_Records from a dataset_.
· · · · · · ·

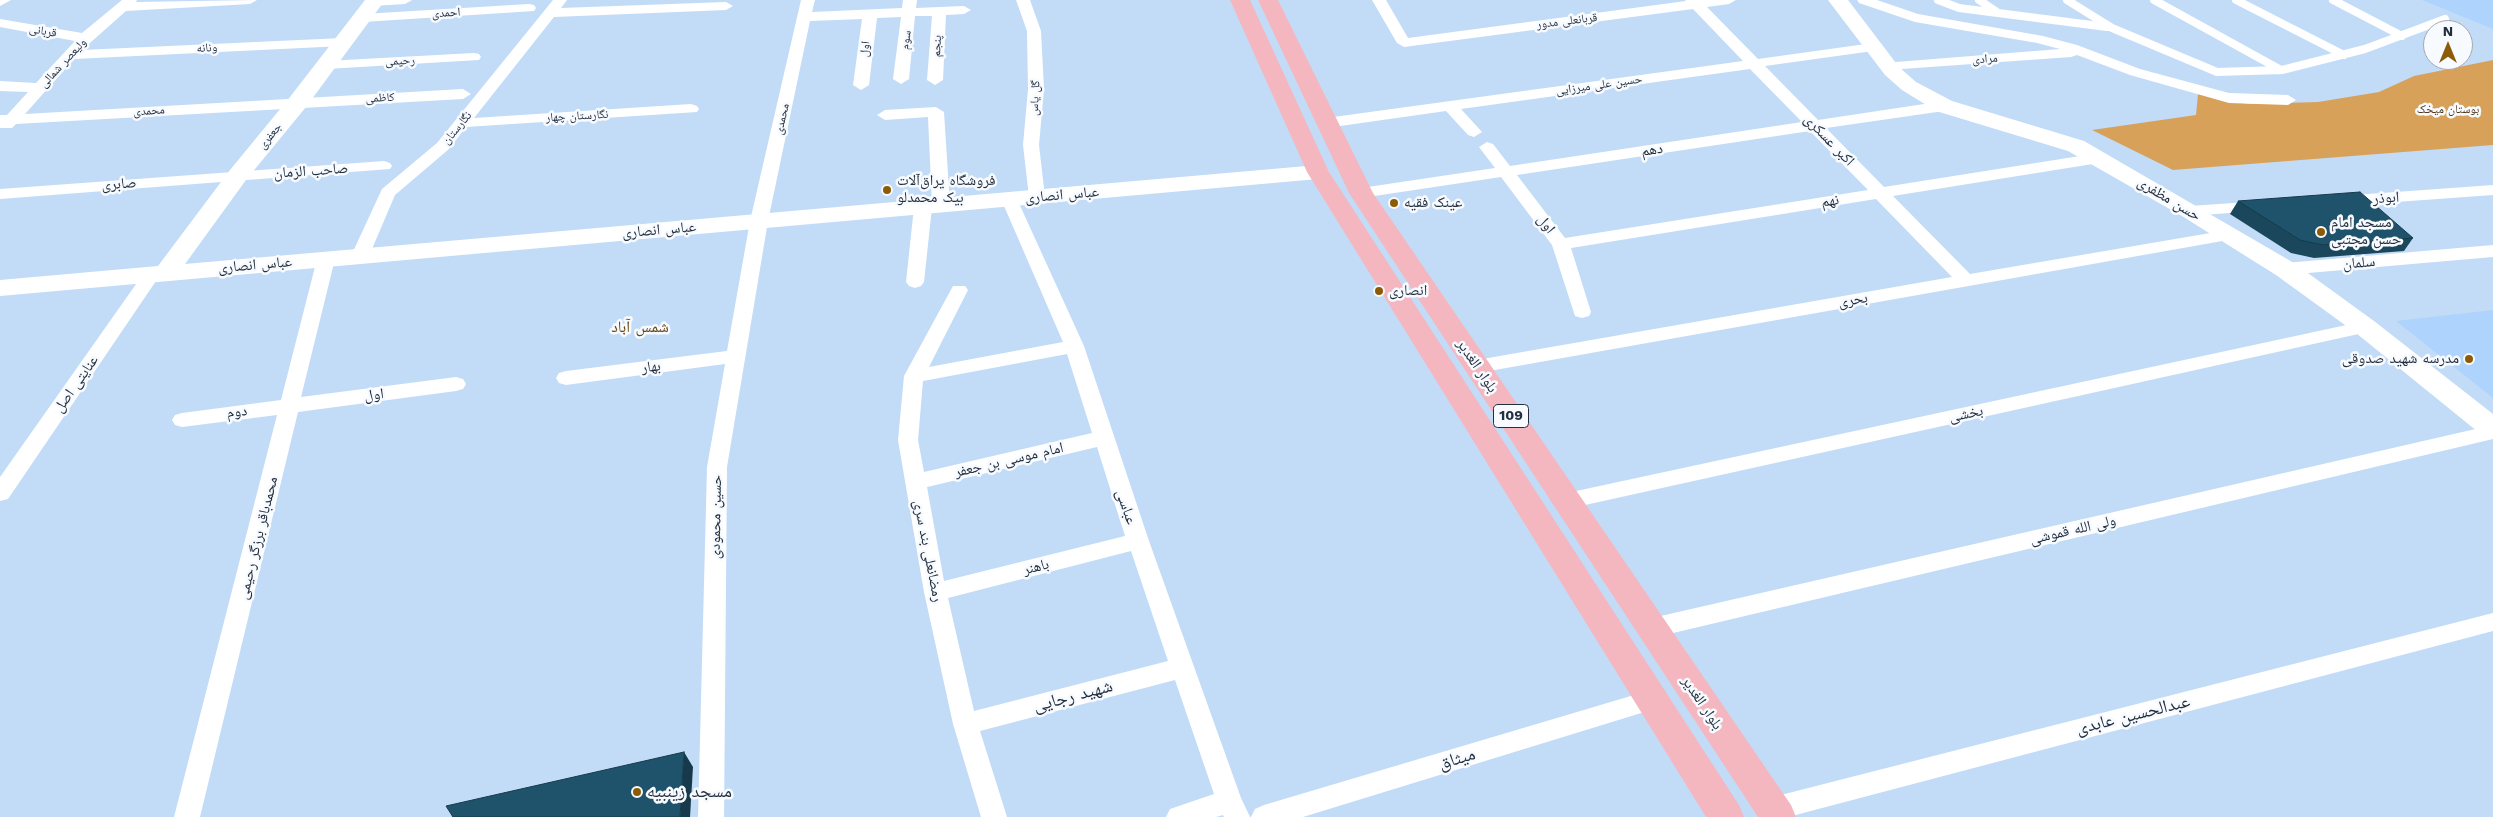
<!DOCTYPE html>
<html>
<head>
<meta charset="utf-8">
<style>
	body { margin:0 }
	#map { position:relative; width:2493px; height:817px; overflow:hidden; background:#c2dcf8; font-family:"Work Sans",sans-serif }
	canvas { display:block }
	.north { position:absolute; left:2423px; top:20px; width:50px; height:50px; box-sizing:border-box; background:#f7fafe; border:1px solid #a2a9b1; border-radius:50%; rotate:0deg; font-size:14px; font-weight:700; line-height:20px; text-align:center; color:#232f3d }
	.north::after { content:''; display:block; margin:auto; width:18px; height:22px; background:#8d5b06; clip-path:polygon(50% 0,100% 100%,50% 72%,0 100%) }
</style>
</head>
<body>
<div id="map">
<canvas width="2493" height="817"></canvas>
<div class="north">N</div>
</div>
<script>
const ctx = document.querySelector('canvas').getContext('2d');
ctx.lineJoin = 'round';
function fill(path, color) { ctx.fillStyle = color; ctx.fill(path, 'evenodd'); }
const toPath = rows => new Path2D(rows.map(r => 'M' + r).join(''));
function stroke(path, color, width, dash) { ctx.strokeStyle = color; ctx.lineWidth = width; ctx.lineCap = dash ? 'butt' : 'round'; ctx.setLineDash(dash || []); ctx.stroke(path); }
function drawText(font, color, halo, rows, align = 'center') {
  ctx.font = font + ' "Work Sans","Noto Naskh Arabic",sans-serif'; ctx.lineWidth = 5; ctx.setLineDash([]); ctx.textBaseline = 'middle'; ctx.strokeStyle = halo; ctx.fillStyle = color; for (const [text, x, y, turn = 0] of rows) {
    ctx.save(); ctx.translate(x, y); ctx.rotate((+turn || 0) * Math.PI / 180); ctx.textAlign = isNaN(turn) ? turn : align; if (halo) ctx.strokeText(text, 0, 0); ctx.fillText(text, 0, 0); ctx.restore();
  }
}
fill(toPath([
	[2422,0,2493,0,2493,29],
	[2493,310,2493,398,2396,321]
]), '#aed3fc');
fill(toPath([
	[2493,60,2493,145,2173,170,2092,130,2196,115,2198,94,2248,104,2318,102,2379,92,2414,76]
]), '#d8a15a');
stroke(toPath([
	[1938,0,1959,8,2107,27],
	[1979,0,1997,12],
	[2067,0,2112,28,2217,72,2282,70,2365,49,2445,19],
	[2154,0,2281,70],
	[2236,0,2344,55],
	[2333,0,2402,36]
]), '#fff', 8);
fill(toPath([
	[0,0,11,0,0,6,0,0],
	[122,0,137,0,136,2,257,0,250,4,126,11,82,50,343,38,350,42,343,46,74,59,25,114,463,89,471,94,463,99,16,124,12,128,0,128,0,115,7,115,28,92,0,91,0,81,36,83,75,41,0,27,0,19,82,33,122,0],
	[367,0,412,0,405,4,373,6,368,5,367,0],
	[553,0,567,0,561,8,726,2,733,6,726,10,554,17,474,118,691,104,697,106,699,109,697,112,466,127,449,149,395,195,369,256,366,260,354,260,351,256,382,189,437,143,553,0],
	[801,0,815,0,812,12,902,8,903,0,917,0,916,8,964,6,971,10,964,14,946,15,943,80,935,85,927,80,932,16,915,16,909,79,901,84,893,79,901,17,877,18,869,85,861,90,853,85,862,19,810,21,768,221,727,467,724,817,698,817,707,467,725,364,566,385,559,383,556,378,559,373,566,371,727,351,750,221,801,0],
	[1016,0,1030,0,1041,31,1044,89,1039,145,1045,197,1043,201,1037,202,1031,201,1029,197,1023,145,1028,89,1027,31,1016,0],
	[1372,0,1386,0,1408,38,1686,1,1685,0,1736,0,1729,4,1707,7,1758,59,1873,43,1878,44,1880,47,1878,50,1873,51,1765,66,1818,120,1944,101,1949,103,1952,106,1949,109,1944,111,1826,128,1884,187,2099,153,2105,155,2107,158,2105,161,2099,163,1893,196,1970,274,2228,230,2234,231,2237,235,2234,239,2228,240,1478,373,1471,371,1468,366,1471,361,1952,277,1876,199,1571,248,1591,312,1589,316,1582,318,1575,316,1552,245,1501,177,1361,198,1355,197,1353,193,1355,189,1361,188,1495,168,1479,147,1487,142,1493,144,1510,166,1802,122,1750,69,1461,109,1482,132,1474,137,1468,135,1446,111,1326,128,1320,126,1318,123,1320,120,1326,118,1743,61,1693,9,1404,47,1397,43,1372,0],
	[1810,131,1868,190,1565,238,1517,175,1810,131],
	[1857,0,1877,0,1918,14,2043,36,2077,45,2140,69,2229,93,2288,95,2296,100,2288,105,2229,103,2130,75,2077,55,2071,57,1888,70,1883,69,1881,66,1883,63,2060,49,2037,43,1915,22,1859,3,1857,0],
	[529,4,534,5,536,8,534,11,363,22,356,18,363,14,529,4],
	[474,53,479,54,481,57,479,60,326,69,319,65,326,61,474,53],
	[936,107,944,112,950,205,947,209,941,210,935,209,932,205,928,117,885,120,877,115,885,110,936,107],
	[384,161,390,163,392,166,390,169,0,199,0,189,384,161],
	[2493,185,2493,195,2340,206,2334,205,2332,201,2334,197,2340,196,2493,185],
	[1009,194,1015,195,1017,199,1084,346,1149,541,1241,798,1250,817,1224,817,1223,815,1216,817,1166,817,1170,809,1214,794,1175,680,980,731,1007,817,981,817,953,724,924,592,898,440,904,376,953,286,965,286,968,290,929,367,1063,342,1001,199,1003,195,1009,194],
	[1067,354,1092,433,924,472,918,440,923,381,1067,354],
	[1097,447,1125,536,944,581,927,487,1097,447],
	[1131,551,1168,661,974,711,948,598,1131,551],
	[2262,201,2268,202,2271,206,2268,210,2190,216,2184,215,2181,211,2184,207,2190,206,2262,201],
	[923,202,929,203,932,207,924,282,921,286,915,288,909,286,906,282,914,207,917,203,923,202],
	[2493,245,2493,257,2285,275,2279,273,2276,269,2279,265,2285,263,2493,245],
	[326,253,332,255,335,259,301,397,456,377,463,379,466,384,463,389,456,391,298,412,200,817,174,817,277,415,182,427,175,425,172,420,175,415,182,413,281,400,317,259,320,255,326,253],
	[152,268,158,270,161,274,158,278,8,499,0,501,0,477,146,270,152,268],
	[2365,321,2372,323,2374,327,2372,331,1567,509,1559,507,1556,501,1559,495,1567,493,2365,321],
	[2493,425,2493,439,1652,638,1644,635,1640,628,1644,621,1652,618,2493,425],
	[2493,613,2493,631,1788,817,1764,817,1760,809,1764,801,1773,797,2493,613],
	[1651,690,1660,693,1663,700,1660,707,1651,710,1303,817,1251,817,1255,809,1264,805,1651,690]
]), '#fff');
fill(toPath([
	[365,0,385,0,306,107,246,180,185,264,1318,165,1326,167,1329,172,1326,177,1318,179,0,296,0,280,158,266,230,170,290,97,365,0],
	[1828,0,1848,0,1899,67,1916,82,1952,101,2084,141,2294,263,2374,321,2493,414,2493,439,2483,436,2356,333,2276,275,2182,216,2068,151,1936,111,1902,90,1885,75,1828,0]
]), '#fff');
fill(toPath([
	[1230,0,1250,0,1329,172,1739,805,1744,817,1706,817,1307,172,1230,0],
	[1258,0,1278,0,1373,193,1791,805,1796,817,1758,817,1349,193,1258,0]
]), '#f4b7c0');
fill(toPath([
	[2238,201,2413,238,2404,251,2314,258,2291,253,2230,214]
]), '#1b475c');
fill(toPath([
	[684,752,693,767,690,817,680,817]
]), '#163a4b');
const building = toPath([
	[2360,192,2413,238,2323,245,2300,240,2238,201,2360,192],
	[684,752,680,817,453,817,446,806,684,752]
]);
fill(building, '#1f536b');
stroke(building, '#163a4b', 1);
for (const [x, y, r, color] of [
	[887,190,5,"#8d5b06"],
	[1394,203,5,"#8d5b06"],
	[2321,232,5,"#8d5b06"],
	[1379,291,5,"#8d5b06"],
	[2469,359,5,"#8d5b06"],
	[637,792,5,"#8d5b06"]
]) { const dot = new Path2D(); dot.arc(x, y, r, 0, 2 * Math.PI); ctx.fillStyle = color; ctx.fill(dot); stroke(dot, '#f7fafe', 2); }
drawText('12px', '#232f3d', '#f7fafe', [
	["احمدی",446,13,-4],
	["قربانعلی مدور",1567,21,-7],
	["قربانی",43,31,10],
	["سوم",906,40,-82],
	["پنجم",937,46,-87],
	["ونانه",207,48,-3],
	["اول",865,49,-83],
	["مرادی",1985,59,-4],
	["رحیمی",400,61,-3],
	["ولیعصر شمالی",63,63,-47],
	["حسین علی میرزایی",1599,85,-8],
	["کاظمی",380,98,-3],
	["گل یاس",1035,98,-87],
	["محمدی",149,111,-4],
	["نگارستان چهار",577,116,-3],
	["محمدی",782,119,-77],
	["نگارستان",457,128,-50],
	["جعفری",270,136,-51]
]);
drawText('12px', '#503819', '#f7fafe', [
	["بوستان میخک",2448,109]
]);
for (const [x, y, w] of [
	[1511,416,35]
]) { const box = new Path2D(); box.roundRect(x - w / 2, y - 11.5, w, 23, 4); ctx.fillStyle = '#f7fafe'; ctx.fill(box); stroke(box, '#232f3d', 1); }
drawText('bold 14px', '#232f3d', null, [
	["109",1511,416]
]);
drawText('15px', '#232f3d', '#f7fafe', [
	["اکبر عسکری",1829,140,46],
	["دهم",1652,150,-9],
	["صاحب الزمان",311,171,-4],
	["صابری",119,184,-4],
	["عباس انصاری",1062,195,-5],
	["ابوذر",2386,198,-4],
	["حسن مظفری",2169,199,31],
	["نهم",1830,201,-9],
	["اول",1546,224,52],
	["عباس انصاری",659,230,-5],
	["سلمان",2359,263,-5],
	["عباس انصاری",255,265,-5],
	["بحری",1853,300,-10],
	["بلوار الغدیر",1477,366,56],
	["بهار",651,367,-7],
	["عنایتی اصل",76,384,-55],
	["اول",374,395,-7],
	["دوم",237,412,-7],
	["بخشی",1966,414,-12],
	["امام موسی بن جعفر",1009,460,-13],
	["عباسی",1126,507,71],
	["حسین محمودی",716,517,-89],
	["ولی الله قموشی",2073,530,-13],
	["محمدباقر برزگر رحیمی",258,538,-76],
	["رمضانعلی بند سری",928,551,79],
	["باهنر",1036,567,-14],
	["بلوار الغدیر",1702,703,56]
]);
drawText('15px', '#232f3d', '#f7fafe', [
	["فروشگاه یراق‌آلات",897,181],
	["بیک محمدلو",897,198],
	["عینک فقیه",1404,203],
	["مسجد امام",2331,223],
	["حسن مجتبی",2331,240],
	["انصاری",1389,291],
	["مدرسه شهید صدوقی",2459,359,"right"]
], 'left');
drawText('16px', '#66430f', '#f7fafe', [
	["شمس آباد",640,327]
]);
drawText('18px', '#232f3d', '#f7fafe', [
	["شهید رجایی",1073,696,-15],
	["عبدالحسین عابدی",2133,715,-14],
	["میثاق",1457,759,-17]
]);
drawText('18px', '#232f3d', '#f7fafe', [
	["مسجد زینبیه",647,792]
], 'left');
</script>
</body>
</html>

· · · · · · ·

_Problem requirements_.
Based on the entries above, give the number of lines with the string "canvas" and no further text.

_Answer for this exercise_.
3